> **EXERCISE PROMPT**: Leaving the pictures out, transcribe the records below exactly.

> **MATERIAL FOR THE TASK**:
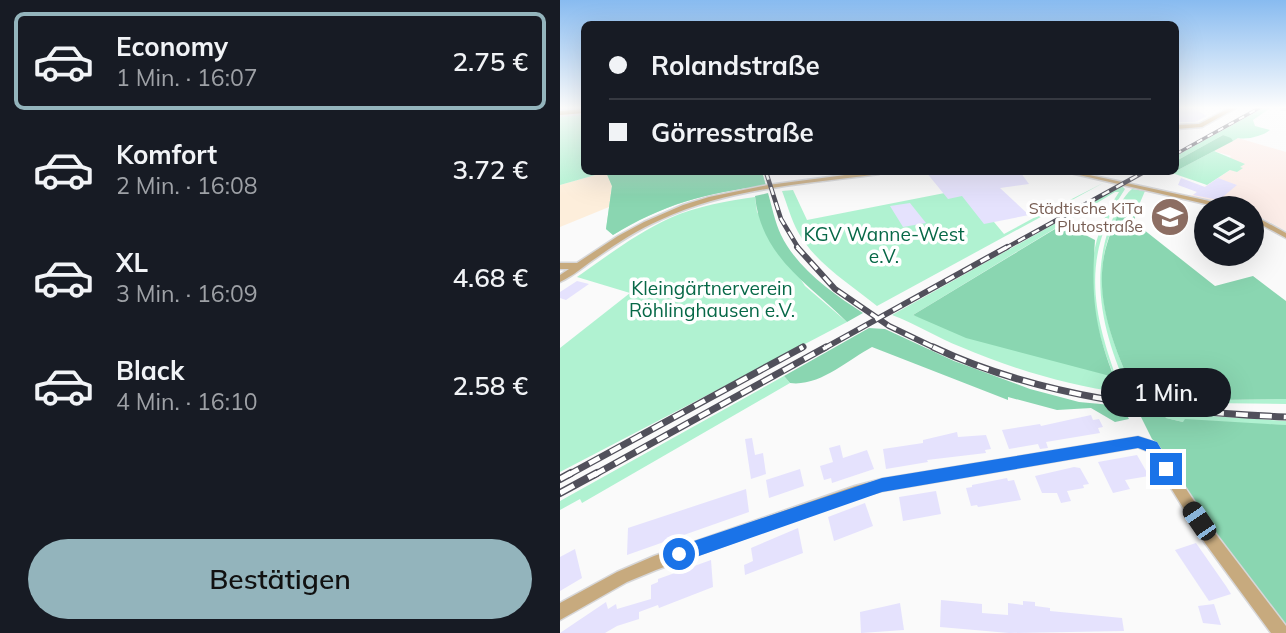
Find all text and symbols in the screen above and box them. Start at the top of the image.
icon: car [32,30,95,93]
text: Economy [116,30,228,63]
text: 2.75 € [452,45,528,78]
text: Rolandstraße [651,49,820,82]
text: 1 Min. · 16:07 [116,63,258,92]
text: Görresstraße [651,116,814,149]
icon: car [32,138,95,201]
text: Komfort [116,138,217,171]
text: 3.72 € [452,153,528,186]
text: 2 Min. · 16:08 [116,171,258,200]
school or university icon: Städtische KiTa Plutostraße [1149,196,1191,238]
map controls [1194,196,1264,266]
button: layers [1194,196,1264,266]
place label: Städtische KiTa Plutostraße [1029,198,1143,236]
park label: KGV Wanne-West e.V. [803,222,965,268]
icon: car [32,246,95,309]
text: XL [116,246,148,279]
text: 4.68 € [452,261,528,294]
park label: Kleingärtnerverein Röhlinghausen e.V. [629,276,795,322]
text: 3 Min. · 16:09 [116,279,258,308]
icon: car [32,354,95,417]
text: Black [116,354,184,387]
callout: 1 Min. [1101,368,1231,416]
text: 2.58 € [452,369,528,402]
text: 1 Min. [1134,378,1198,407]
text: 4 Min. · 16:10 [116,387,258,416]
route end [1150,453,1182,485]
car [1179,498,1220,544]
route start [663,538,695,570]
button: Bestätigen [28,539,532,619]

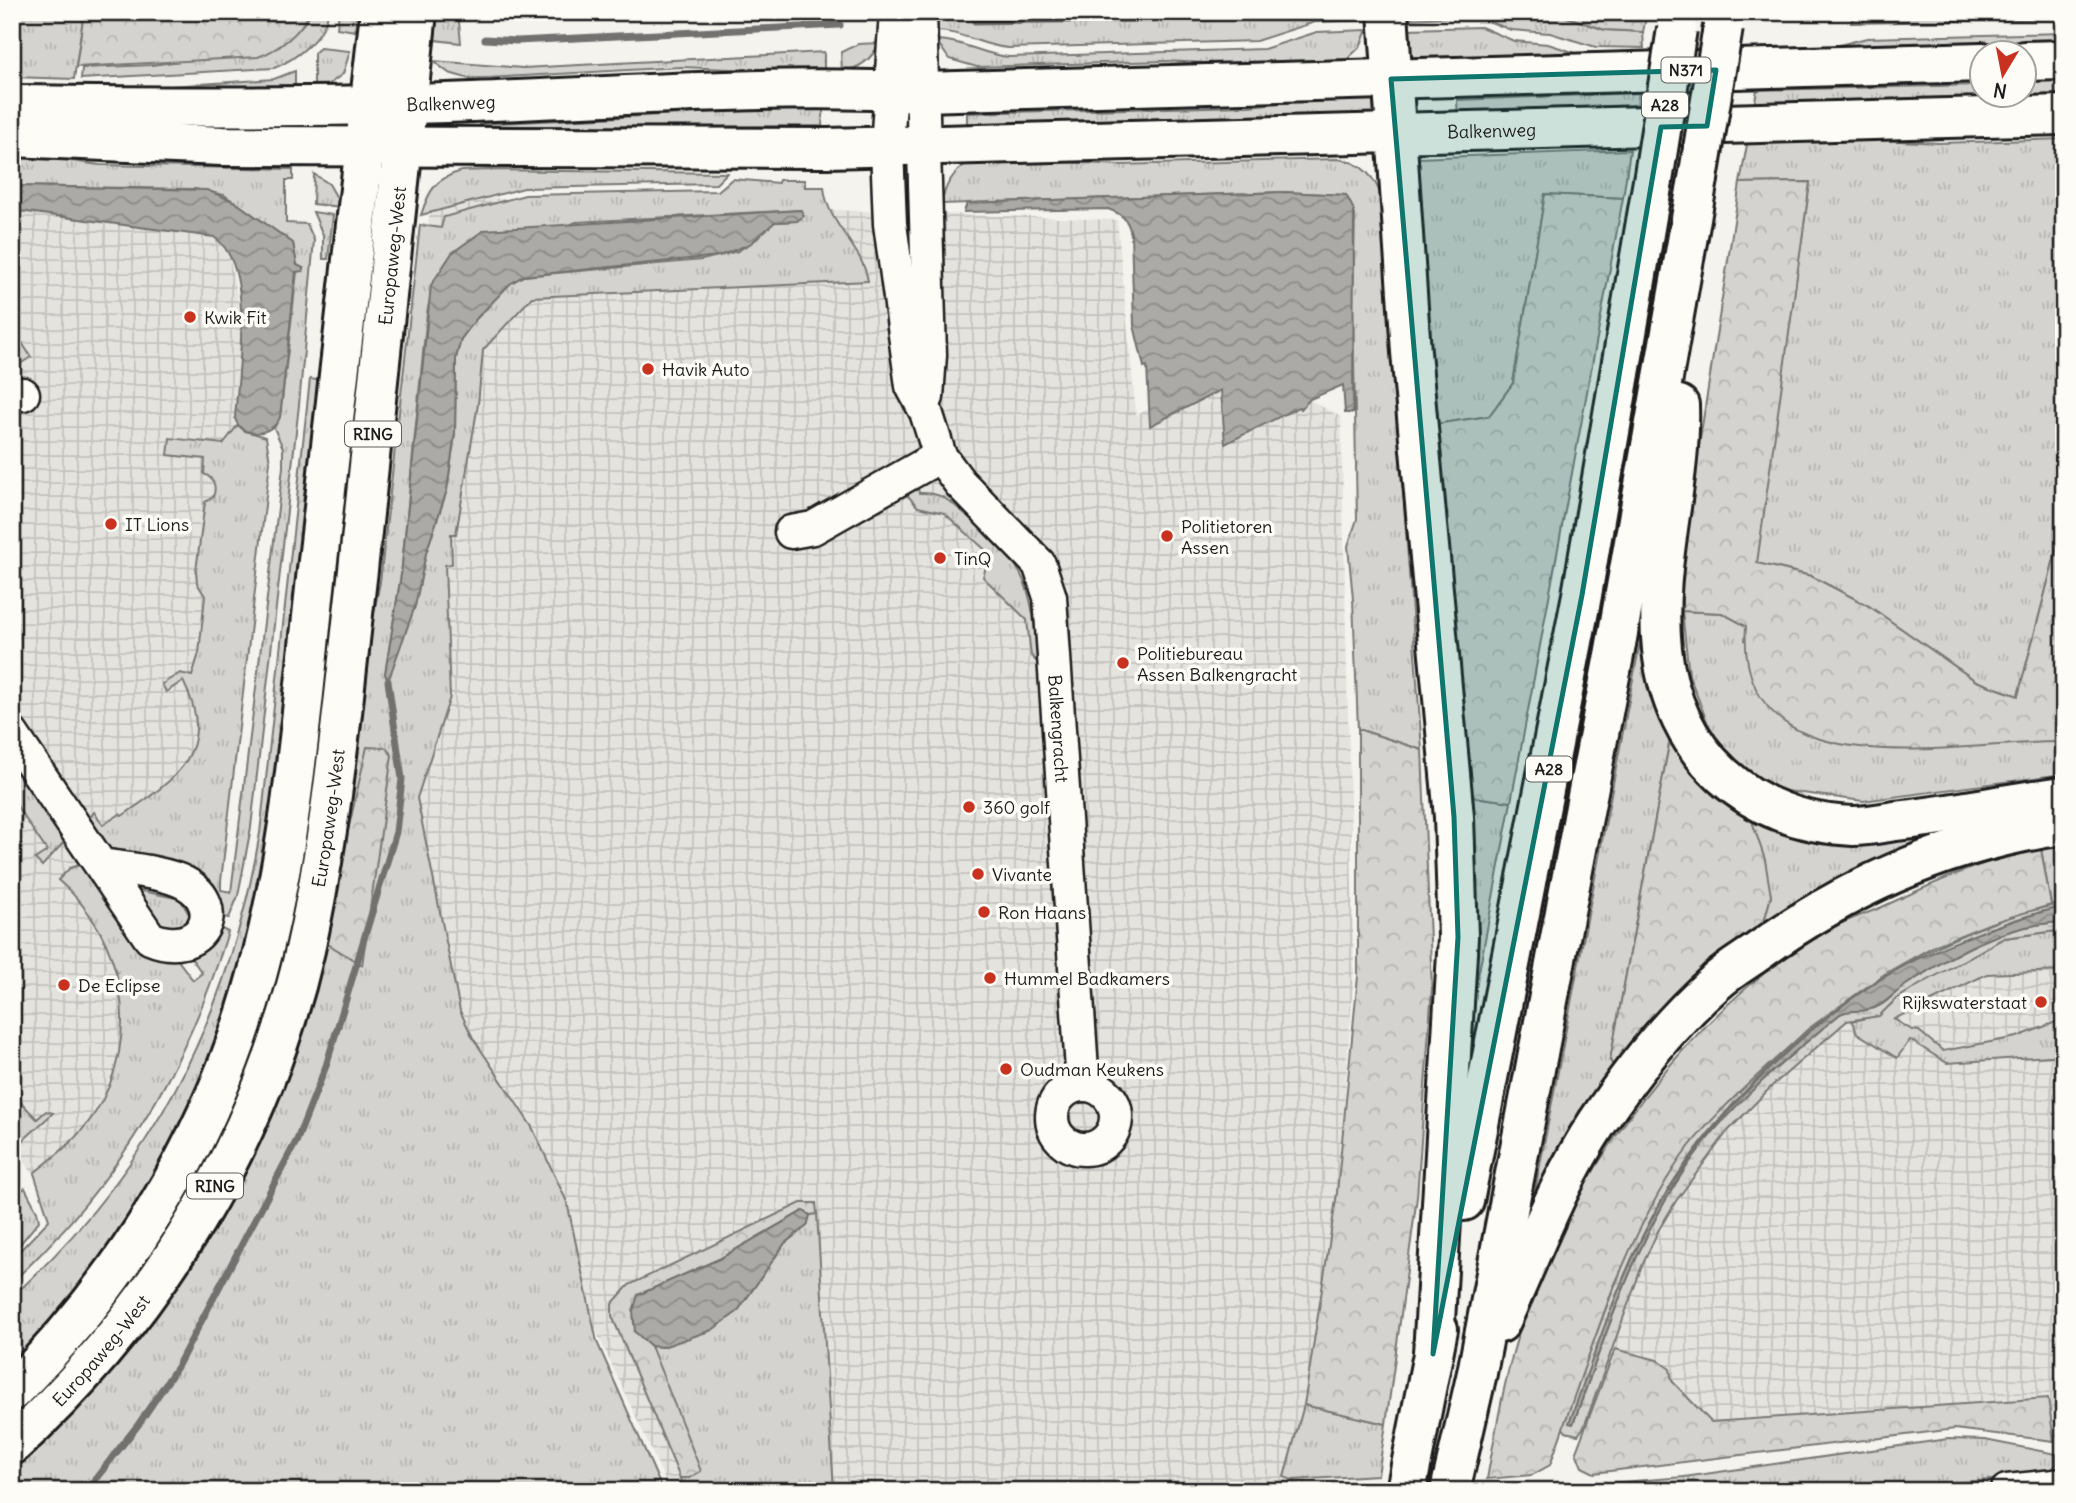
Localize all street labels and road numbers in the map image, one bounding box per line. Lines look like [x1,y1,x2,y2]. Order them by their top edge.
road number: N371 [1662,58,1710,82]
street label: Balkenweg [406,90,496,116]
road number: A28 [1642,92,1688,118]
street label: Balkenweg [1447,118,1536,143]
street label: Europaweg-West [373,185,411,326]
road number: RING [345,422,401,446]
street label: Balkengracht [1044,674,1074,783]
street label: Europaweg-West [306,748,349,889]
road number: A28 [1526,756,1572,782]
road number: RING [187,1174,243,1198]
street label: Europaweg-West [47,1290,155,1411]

> **RESPONSE**:
Find all text and symbols in the screen above and box them. Start at the top of the image.
icon: car [32,30,95,93]
text: Economy [116,30,228,63]
text: 2.75 € [452,45,528,78]
text: Rolandstraße [651,49,820,82]
text: 1 Min. · 16:07 [116,63,258,92]
text: Görresstraße [651,116,814,149]
icon: car [32,138,95,201]
text: Komfort [116,138,217,171]
text: 3.72 € [452,153,528,186]
text: 2 Min. · 16:08 [116,171,258,200]
school or university icon: Städtische KiTa Plutostraße [1149,196,1191,238]
map controls [1194,196,1264,266]
button: layers [1194,196,1264,266]
place label: Städtische KiTa Plutostraße [1029,198,1143,236]
park label: KGV Wanne-West e.V. [803,222,965,268]
icon: car [32,246,95,309]
text: XL [116,246,148,279]
text: 4.68 € [452,261,528,294]
park label: Kleingärtnerverein Röhlinghausen e.V. [629,276,795,322]
text: 3 Min. · 16:09 [116,279,258,308]
icon: car [32,354,95,417]
text: Black [116,354,184,387]
callout: 1 Min. [1101,368,1231,416]
text: 2.58 € [452,369,528,402]
text: 1 Min. [1134,378,1198,407]
text: 4 Min. · 16:10 [116,387,258,416]
route end [1150,453,1182,485]
car [1179,498,1220,544]
route start [663,538,695,570]
button: Bestätigen [28,539,532,619]

Localize all street labels and road numbers in the map image, one bounding box per line. Lines look like [x1,y1,x2,y2]. Order them by their top edge.
road number: N371 [1662,58,1710,82]
street label: Balkenweg [406,90,496,116]
road number: A28 [1642,92,1688,118]
street label: Balkenweg [1447,118,1536,143]
street label: Europaweg-West [373,185,411,326]
road number: RING [345,422,401,446]
street label: Balkengracht [1044,674,1074,783]
street label: Europaweg-West [306,748,349,889]
road number: A28 [1526,756,1572,782]
road number: RING [187,1174,243,1198]
street label: Europaweg-West [47,1290,155,1411]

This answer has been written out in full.